Extracted material:

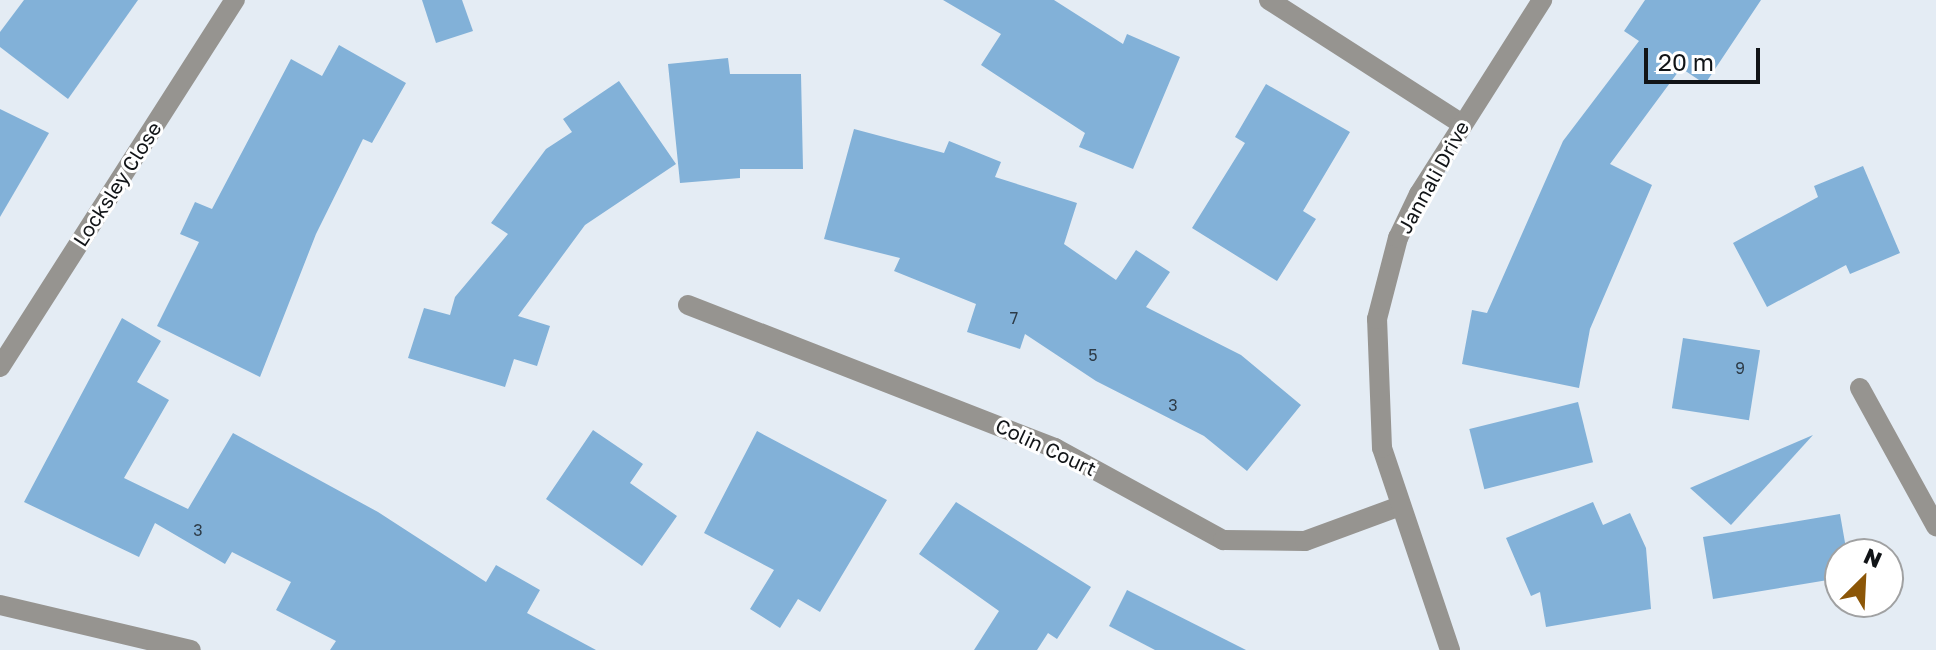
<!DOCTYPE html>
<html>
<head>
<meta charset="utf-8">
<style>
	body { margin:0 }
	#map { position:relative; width:1936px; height:650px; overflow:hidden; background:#e4ecf4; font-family:"Golos Text",sans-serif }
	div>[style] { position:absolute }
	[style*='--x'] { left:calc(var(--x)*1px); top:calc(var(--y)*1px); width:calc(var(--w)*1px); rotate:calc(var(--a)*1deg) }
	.building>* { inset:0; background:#82b1d8; transform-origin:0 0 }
	.street>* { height:20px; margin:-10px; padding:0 10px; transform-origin:10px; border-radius:10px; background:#969490 }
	span { translate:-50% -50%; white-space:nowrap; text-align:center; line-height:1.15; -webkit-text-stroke:6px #fff; paint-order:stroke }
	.number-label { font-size:16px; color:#2d3b47 }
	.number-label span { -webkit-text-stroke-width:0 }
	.street-label { font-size:20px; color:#111417 }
	.north { position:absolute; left:1824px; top:538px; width:80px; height:80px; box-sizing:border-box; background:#fff; border:2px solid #a0a1a2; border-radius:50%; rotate:24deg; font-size:22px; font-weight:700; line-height:32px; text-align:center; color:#111417 }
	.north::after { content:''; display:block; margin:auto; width:28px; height:36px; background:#8c5607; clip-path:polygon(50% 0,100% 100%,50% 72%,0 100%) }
	.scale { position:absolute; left:1644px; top:48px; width:116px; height:36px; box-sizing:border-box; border:4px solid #111417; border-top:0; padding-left:10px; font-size:24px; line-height:28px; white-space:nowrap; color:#111417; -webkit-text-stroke:6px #fff; paint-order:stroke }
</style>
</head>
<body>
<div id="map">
	<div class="building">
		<div style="clip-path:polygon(24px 0,138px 0,68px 99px,0 47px,0 32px)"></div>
		<div style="clip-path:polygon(422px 0,462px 0,473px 31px,436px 43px)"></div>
		<div style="clip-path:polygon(943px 0,1054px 0,1123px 44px,1127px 34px,1180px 57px,1133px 169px,1079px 147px,1085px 133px,981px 65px,1001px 34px)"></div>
		<div style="clip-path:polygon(1645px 0,1761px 0,1705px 84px,1681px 68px,1610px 164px,1652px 185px,1590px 329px,1579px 388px,1462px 364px,1472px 310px,1487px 313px,1563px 141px,1639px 41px,1624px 31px)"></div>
		<div style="clip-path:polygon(339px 45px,406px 83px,372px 143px,363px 139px,316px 234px,260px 377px,157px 326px,199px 242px,180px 234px,195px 202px,212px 209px,291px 59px,322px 76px)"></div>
		<div style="clip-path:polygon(728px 58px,730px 74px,801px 74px,803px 169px,740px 169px,740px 178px,680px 183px,668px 64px)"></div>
		<div style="clip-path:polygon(619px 81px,676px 164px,585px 225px,518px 316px,550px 326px,537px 366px,514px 359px,505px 387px,408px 358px,424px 308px,450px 315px,455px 297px,508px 234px,491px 223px,546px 149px,572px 132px,563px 119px)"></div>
		<div style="clip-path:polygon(1266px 84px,1350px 132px,1303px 211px,1316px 219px,1277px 281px,1192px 228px,1245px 143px,1235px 137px)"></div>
		<div style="clip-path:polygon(0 109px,49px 133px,0 217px)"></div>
		<div style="clip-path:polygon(854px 129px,944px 153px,949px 141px,1001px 162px,995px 177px,1077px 203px,1064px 244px,1116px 280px,1136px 250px,1170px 272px,1146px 307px,1241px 355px,1301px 405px,1247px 471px,1204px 436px,1096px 381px,1025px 334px,1020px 349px,967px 332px,976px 304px,894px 271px,900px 258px,824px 239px)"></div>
		<div style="clip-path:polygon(1863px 166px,1900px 253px,1850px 274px,1846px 265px,1767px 307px,1733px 243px,1818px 197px,1814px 186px)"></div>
		<div style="clip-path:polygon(122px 318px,161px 341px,137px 382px,169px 400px,124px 478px,188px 509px,233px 433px,378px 512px,486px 582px,496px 565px,540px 590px,527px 613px,596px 650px,330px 650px,336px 641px,276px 610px,291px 582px,232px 552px,225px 564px,155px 523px,139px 557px,24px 502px)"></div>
		<div style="left:1683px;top:338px;width:78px;height:71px;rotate:9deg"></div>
		<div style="left:1578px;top:402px;width:62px;height:112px;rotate:76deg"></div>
		<div style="clip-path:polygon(593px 430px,643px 464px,630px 483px,677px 516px,642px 566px,546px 499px)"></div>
		<div style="clip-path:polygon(757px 431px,887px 500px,820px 612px,798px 599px,780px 628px,750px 609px,774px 570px,704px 533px)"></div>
		<div style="clip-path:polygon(1813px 435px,1731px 525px,1690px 488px)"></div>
		<div style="clip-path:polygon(956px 502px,1091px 587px,1057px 639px,1048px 633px,1037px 650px,974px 650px,999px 611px,919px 554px)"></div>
		<div style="clip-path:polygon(1593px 502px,1603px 525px,1630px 513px,1646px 548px,1651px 609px,1546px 627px,1540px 592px,1531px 596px,1506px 538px)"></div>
		<div style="clip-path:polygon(1840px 514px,1847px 554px,1840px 554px,1840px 578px,1713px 599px,1703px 537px)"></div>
		<div style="clip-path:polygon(1127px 590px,1246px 650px,1155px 650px,1109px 626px)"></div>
	</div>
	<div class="street">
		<div style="--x:1269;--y:0;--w:229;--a:32.7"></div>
		<div style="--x:688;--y:305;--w:394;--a:21.3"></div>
		<div style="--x:1055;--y:448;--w:192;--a:28.7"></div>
		<div style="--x:1223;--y:540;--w:82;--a:0.7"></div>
		<div style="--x:1305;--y:541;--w:101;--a:-20.2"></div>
		<div style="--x:0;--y:367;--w:436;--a:-57.4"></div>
		<div style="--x:1860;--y:388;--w:158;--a:61.2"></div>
		<div style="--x:0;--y:605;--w:196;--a:13.3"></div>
		<div style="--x:1450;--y:650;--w:213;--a:-108.6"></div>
		<div style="--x:1382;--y:448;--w:129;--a:-92.2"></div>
		<div style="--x:1377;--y:319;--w:84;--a:-75.5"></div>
		<div style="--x:1398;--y:238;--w:49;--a:-64.5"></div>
		<div style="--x:1419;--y:194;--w:230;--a:-57.6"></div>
	</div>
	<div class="number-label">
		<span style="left:1014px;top:318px">7</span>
		<span style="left:1093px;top:355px">5</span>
		<span style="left:1740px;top:368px">9</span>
		<span style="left:1173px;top:405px">3</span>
		<span style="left:198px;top:530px">3</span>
	</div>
	<div class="street-label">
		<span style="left:1433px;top:177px;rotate:-61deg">Jannali Drive</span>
		<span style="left:117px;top:184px;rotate:-57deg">Locksley Close</span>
		<span style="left:1046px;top:447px;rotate:25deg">Colin Court</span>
	</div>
	<div class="north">N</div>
	<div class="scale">20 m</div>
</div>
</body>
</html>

Exercise: From the entries above, select each line containing the string "number".

Task result:
	.number-label { font-size:16px; color:#2d3b47 }
	.number-label span { -webkit-text-stroke-width:0 }
	<div class="number-label">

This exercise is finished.